* **Problem**: Please return every line of the records below that holds the word "none".

* **Records from a collection**:
+++

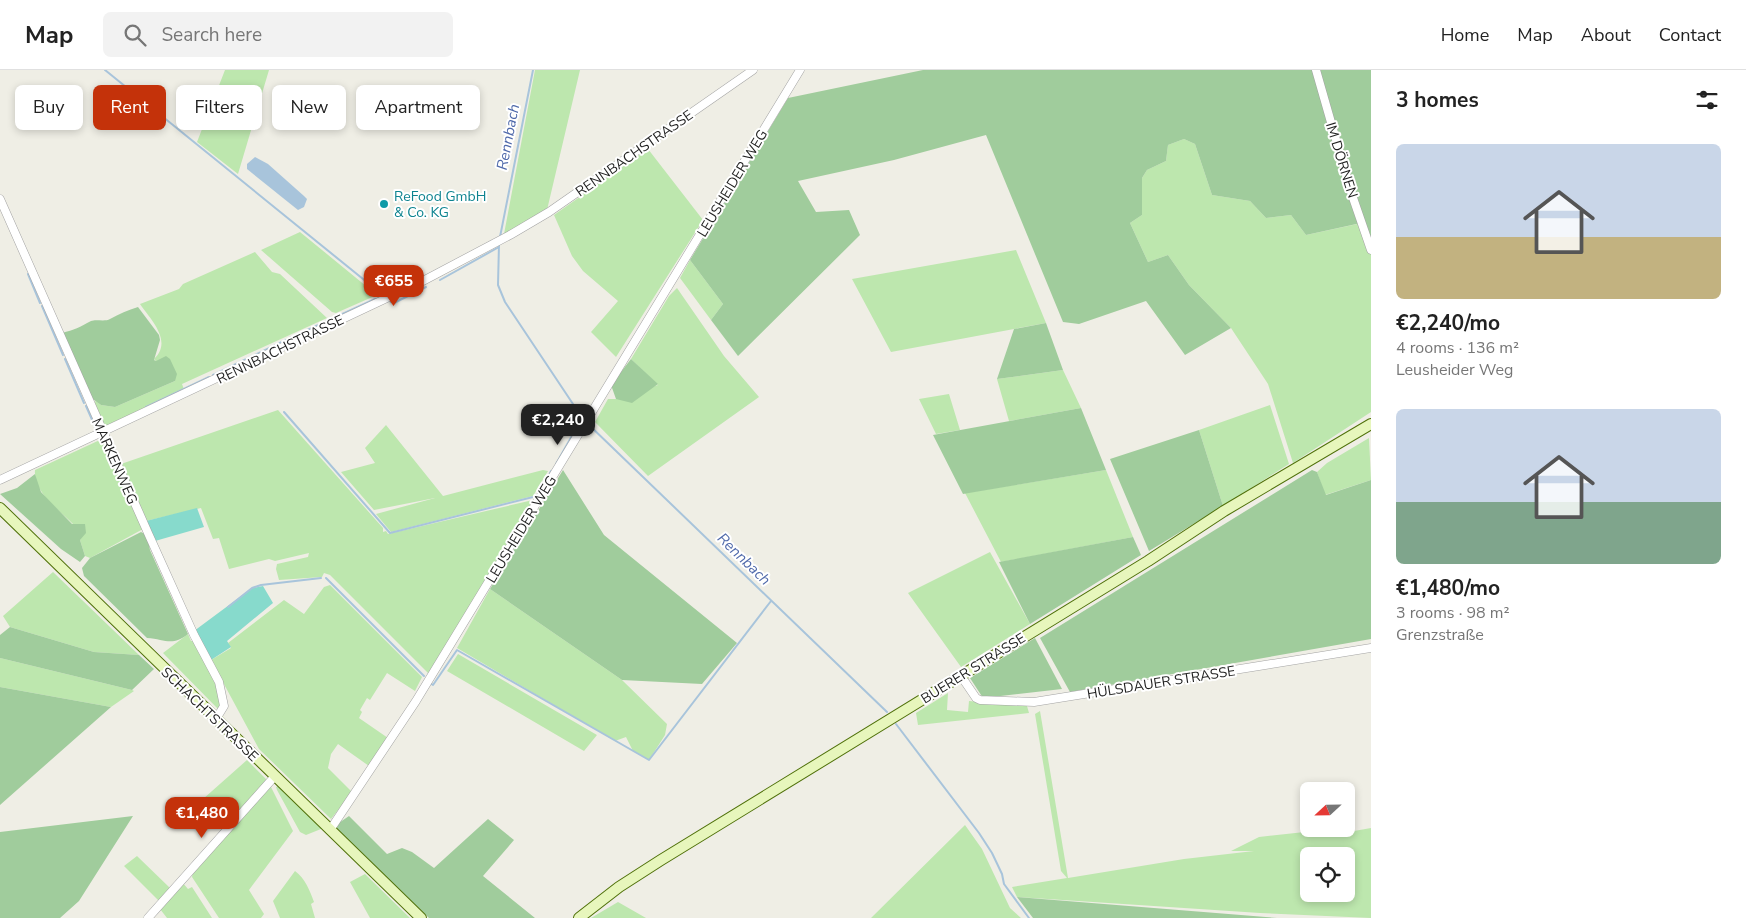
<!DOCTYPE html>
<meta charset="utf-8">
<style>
:root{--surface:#fff;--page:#f2f2f2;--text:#222;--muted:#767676;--line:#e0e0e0;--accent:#c4320a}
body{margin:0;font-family:"Nunito Sans",sans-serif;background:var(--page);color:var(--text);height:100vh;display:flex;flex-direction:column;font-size:19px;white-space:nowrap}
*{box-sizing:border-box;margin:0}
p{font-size:16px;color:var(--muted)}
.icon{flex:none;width:28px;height:28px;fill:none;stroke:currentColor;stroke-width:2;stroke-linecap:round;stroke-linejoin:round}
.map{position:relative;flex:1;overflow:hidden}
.details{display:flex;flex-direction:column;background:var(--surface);width:375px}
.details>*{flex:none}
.top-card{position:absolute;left:15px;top:15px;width:475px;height:45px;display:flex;gap:10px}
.needle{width:32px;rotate:248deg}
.controls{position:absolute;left:1300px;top:712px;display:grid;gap:10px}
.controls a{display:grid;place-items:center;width:55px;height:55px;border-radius:8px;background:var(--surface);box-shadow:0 2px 8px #0003;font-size:25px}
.price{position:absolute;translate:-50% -42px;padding:0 11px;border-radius:10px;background:var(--accent);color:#fff;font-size:16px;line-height:32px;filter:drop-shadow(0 1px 2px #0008)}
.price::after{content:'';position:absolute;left:50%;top:30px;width:15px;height:11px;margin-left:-8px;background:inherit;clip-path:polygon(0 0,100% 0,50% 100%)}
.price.current{background:#222;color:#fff}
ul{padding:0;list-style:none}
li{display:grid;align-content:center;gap:10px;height:265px;padding:0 25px}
li span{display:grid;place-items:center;height:155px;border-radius:8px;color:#555}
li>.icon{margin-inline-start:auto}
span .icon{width:90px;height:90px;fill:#fffc;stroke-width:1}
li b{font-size:21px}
h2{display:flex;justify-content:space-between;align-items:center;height:60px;padding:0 25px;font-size:21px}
.pill{padding:0 18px;border-radius:8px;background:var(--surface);box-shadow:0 2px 8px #0003;font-size:18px;line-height:45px}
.pill.current{background:var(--accent);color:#fff}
header{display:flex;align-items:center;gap:30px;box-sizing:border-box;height:70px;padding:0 25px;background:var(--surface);border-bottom:1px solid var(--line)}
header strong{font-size:24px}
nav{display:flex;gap:28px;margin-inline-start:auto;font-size:18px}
.search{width:350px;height:45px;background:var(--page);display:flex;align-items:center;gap:12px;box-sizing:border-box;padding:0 18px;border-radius:8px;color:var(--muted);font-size:19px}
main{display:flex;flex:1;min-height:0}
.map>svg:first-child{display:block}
.grass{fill:#bde7ae;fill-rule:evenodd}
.forest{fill:#a0cc9c}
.pitch{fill:#87dacc}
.water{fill:#a8c4db}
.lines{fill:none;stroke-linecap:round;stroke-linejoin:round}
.stream{stroke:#a8c4db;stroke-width:2}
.street-casing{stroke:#a3a3a3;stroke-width:9}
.secondary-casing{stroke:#50710a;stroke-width:12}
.street{stroke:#fff;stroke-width:8}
.secondary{stroke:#e7f6bc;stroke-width:10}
.culture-dot{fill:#0f9aa8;stroke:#fff;stroke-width:2}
.labels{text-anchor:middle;stroke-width:4;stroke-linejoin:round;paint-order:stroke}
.street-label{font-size:14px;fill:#1f1f1f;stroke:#fff}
.culture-label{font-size:14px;fill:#0d838f;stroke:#fff;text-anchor:start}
.water-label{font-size:15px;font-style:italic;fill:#4f69aa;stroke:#fff}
</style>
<header>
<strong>Map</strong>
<div class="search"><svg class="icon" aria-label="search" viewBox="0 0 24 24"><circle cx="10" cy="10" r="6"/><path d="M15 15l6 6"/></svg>Search here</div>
<nav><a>Home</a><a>Map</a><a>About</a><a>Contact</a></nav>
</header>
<main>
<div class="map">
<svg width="1371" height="848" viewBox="0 0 1371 848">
<rect width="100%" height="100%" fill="#efeee5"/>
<path class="grass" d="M 225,0 L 269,0 L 238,104 L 197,72 Z
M 535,0 L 580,0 L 547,140 L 504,164 Z
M 1184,69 L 1195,74 L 1212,125 L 1250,131 L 1266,148 L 1291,145 L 1306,165 L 1362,153 L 1371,180 L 1371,342 L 1293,393 L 1268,314 L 1231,258 L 1189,215 L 1168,185 L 1148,192 L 1130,153 L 1142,145 L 1142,108 L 1147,100 L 1166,91 L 1168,75 Z
M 648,79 L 703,150 L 616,287 L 591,262 L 618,231 L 583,201 L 572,186 L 554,145 Z
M 300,162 L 377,225 L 336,243 L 332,242 L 261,180 Z
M 1016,180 L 1046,253 L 891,282 L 852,209 Z
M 255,182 L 272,202 L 280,204 L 327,248 L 182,314 L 185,322 L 106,359 L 92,334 L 96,331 L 101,335 L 115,337 L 175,311 L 154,289 C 173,271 151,250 140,234 L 179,219 L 183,214 Z
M 690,190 L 723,234 L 711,250 L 680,208 Z
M 677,218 L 724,286 L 759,327 L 648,406 L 595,352 L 608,329 L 616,329 L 658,315 L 631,289 L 669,226 Z
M 1063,300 L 1081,338 L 1009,351 L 997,309 Z
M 949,324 L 960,360 L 936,364 L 919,329 Z
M 1270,335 L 1289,394 L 1223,436 L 1199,360 Z
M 278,340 L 383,458 L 383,462 L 386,461 L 388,464 L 533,430 L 429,604 L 330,505 L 324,503 L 322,507 L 279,510 L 276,499 L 277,494 L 308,487 L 309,483 L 275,491 L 269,489 L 229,499 L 219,468 L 213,469 L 201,438 L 146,451 L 121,394 Z
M 386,355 L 443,426 L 543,400 L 548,401 L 533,426 L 391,462 L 376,444 L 435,428 L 374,440 L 341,402 L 375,393 L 365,378 Z
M 1369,368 L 1371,410 L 1325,425 L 1317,402 L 1327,393 Z
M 102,369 L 143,459 L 90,488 L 85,486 L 80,470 L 85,454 L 73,454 C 59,440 33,422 35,400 Z
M 1106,400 L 1133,467 L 1001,492 L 965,423 Z
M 990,482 L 1030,554 L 961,597 L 908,523 Z
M 53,502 L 139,585 L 94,582 L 10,557 L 3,546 Z
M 330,515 L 422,607 L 415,621 L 387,603 L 370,630 L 367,628 L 360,640 L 362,642 L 359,648 L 388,668 L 369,696 L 338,674 L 331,684 L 328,698 L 352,722 L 331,749 L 259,679 L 211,590 L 231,578 L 228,573 L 284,530 L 304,544 L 324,517 Z
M 490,519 L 622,610 L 667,654 L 665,665 L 649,690 L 633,681 L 626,667 L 615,671 L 457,578 Z
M 188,564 L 191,571 L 194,571 L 217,613 L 221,636 L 218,639 L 163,583 Z
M 458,584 L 597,665 L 584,681 L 447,601 Z
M 0,588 L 132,620 L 134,621 L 111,637 L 0,617 Z
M 948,623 L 947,640 L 968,642 L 969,631 L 1027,636 L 1029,643 L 918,655 L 916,643 Z
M 1040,641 L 1068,808 L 1184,789 L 1254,781 L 1231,781 L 1259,767 L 1323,760 L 1337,764 L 1371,758 L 1371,848 L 1260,843 L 1017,827 L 1012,817 L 1067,808 L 1061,801 L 1035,644 ZM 1346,786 L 1346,824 L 1309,824 L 1309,786 Z
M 247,690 L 267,710 L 228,754 L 203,729 Z
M 280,715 L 321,756 L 321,759 L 306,765 L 300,762 L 277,720 L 276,717 Z
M 271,717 L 293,761 L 249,820 L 264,844 L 261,848 L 219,848 L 192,807 L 193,802 L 265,719 Z
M 965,755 L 982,779 L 1010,838 L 1021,848 L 871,848 Z
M 137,786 L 170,818 L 159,831 L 124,796 Z
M 295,801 C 305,808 310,821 314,832 L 311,834 L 315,848 L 280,848 L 273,831 Z
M 365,804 L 410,848 L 370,848 L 350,812 Z
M 182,812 L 188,819 L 192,817 L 212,848 L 167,848 L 160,839 Z
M 618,832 L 646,848 L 591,848 Z"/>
<path class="forest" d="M 923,0 L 1371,0 L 1371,180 L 1361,153 L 1306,165 L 1291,145 L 1266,148 L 1250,131 L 1212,125 L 1195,74 L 1184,69 L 1168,75 L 1166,91 L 1147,100 L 1142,108 L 1142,145 L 1130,153 L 1148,192 L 1168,185 L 1189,215 L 1231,258 L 1185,285 L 1146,231 L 1079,254 L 1063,252 L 986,65 L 894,90 L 798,111 L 816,142 L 849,140 L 860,165 L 738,286 L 711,250 L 723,234 L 690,190 L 788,28 Z
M 138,237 L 159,265 L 160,270 L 154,290 L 156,291 L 166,286 L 170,289 L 177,304 L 175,311 L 115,337 L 101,335 L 90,327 L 62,263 C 74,260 80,257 91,251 C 96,249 105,252 110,249 C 119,244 128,240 138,237 Z
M 1046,253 L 1063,300 L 997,309 L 1014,259 Z
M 631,289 L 658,314 L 632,333 L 616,329 L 611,315 Z
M 1081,338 L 1106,400 L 963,424 L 933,365 Z
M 1199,360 L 1223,436 L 1149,481 L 1110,389 Z
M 563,400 L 604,465 L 737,573 L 702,614 L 622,610 L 490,519 Z
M 1312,400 L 1317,402 L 1326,425 L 1371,410 L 1371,569 L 1070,622 L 1040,568 Z
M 35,404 L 41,422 L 72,454 L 85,454 L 86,463 L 80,470 L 85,486 L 80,492 L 61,479 L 0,424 L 17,418 Z
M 141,462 L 147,465 L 150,480 L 188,564 C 172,577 165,569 147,568 L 84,506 L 82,498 L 90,488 Z
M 1133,467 L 1141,485 L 1030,554 L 999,492 Z
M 10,557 L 94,582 L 139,585 L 154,599 L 132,620 L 0,588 L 0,565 Z
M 1035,568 L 1062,619 L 983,628 L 970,608 Z
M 0,617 L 111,637 L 0,735 Z
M 133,746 L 79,831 L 60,848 L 0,848 L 0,762 Z
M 349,746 L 387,784 L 402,778 L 412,782 L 434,798 L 488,749 L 514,770 L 483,806 L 535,848 L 429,848 L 333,757 Z
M 1017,827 L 1277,848 L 1033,848 Z"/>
<path class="pitch" d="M 197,438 L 204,457 L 155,471 L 146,451 Z
M 263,516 L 273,533 L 227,571 L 231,577 L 211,590 L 194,561 L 252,518 Z"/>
<path class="water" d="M 255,87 L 268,94 L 304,126 L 307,129 L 304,137 L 298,140 L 247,99 L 247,94 Z"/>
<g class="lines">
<path class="stream" d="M 105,0 L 384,226
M 500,167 L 533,0
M 499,174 L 498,215 L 505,232 L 583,349
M 28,204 L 40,233
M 440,210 L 499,177
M 391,232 L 394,233 L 426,217
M 42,236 L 63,285
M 290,268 L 375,229
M 65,289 L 84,333
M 213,305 L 286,270
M 86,336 L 97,361
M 146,337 L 209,307
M 284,342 L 390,463 L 537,426
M 588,354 L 887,642
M 556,394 L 582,348
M 547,409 L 551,401
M 326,508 L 424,606
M 228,537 L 252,518 L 261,515 L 321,508
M 430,613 L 433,615 L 457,580 L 649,690 L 771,531
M 896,654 L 979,763 L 992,783 L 1002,804 L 1004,814 L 1029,848"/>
<defs>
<path id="street" d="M 1316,0 L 1351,122 L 1371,180
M 0,129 L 148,463 L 194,565 L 219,612 L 224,636 L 216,649
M 0,410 L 421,212 L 510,165 L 549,142 L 753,0
M 961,606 L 976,628 L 980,630 L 1034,632 L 1371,578
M 330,760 L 416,631 L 800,0
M 148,848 L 275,706"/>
<path id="secondary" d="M 0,438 L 421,848
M 579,848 L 619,817 L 661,790 L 1148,491 L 1224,441 L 1371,354"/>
</defs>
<use href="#street" class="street-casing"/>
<use href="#secondary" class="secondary-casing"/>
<use href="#street" class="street"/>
<use href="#secondary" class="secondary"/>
</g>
<circle class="culture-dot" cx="384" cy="134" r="5"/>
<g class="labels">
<g class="street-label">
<text transform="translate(634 83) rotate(-35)" y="5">RENNBACHSTRASSE</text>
<text transform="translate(1342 90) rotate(73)" y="5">IM DÖRNEN</text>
<text transform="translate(732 113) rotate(-59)" y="5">LEUSHEIDER WEG</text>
<text transform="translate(280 279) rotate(-26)" y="5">RENNBACHSTRASSE</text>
<text transform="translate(115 391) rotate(66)" y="5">MARKENWEG</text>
<text transform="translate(521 459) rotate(-59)" y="5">LEUSHEIDER WEG</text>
<text transform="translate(973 598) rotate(-32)" y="5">BUERER STRASSE</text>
<text transform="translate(1161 612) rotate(-9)" y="5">HÜLSDAUER STRASSE</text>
<text transform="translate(210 644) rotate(44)" y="5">SCHACHTSTRASSE</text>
</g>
<g class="culture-label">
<text x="394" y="131">ReFood GmbH<tspan x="394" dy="16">&amp; Co. KG</tspan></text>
</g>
<g class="water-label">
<text transform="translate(508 67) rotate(-79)" y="5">Rennbach</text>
<text transform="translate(744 489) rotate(44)" y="5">Rennbach</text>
</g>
</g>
</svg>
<div class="controls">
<a><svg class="needle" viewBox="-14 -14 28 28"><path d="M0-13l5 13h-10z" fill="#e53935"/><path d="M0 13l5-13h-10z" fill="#767676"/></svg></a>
<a><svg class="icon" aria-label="locate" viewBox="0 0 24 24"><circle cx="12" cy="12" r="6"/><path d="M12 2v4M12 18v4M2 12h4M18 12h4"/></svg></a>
</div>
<b class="price" style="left:394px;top:237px">€655</b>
<b class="price current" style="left:558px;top:376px">€2,240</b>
<b class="price" style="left:202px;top:769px">€1,480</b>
<div class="top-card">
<a class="pill">Buy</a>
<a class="pill current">Rent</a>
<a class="pill">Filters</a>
<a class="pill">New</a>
<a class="pill">Apartment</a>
</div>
</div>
<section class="details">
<h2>3 homes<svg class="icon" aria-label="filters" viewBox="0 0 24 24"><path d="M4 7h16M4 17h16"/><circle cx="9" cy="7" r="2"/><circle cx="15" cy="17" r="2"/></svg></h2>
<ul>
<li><span style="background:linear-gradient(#c9d6e8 60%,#c2b280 0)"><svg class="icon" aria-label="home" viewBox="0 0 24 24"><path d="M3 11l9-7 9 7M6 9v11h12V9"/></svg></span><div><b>€2,240/mo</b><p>4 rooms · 136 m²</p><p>Leusheider Weg</p></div></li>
<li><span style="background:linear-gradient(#c9d6e8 60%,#7fa58c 0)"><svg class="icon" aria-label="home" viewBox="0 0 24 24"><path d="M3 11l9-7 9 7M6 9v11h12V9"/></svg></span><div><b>€1,480/mo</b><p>3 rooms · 98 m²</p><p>Grenzstraße</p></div></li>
</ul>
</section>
</main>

+++

* **Response to the task**:
.icon{flex:none;width:28px;height:28px;fill:none;stroke:currentColor;stroke-width:2;stroke-linecap:round;stroke-linejoin:round}
.details>*{flex:none}
ul{padding:0;list-style:none}
.lines{fill:none;stroke-linecap:round;stroke-linejoin:round}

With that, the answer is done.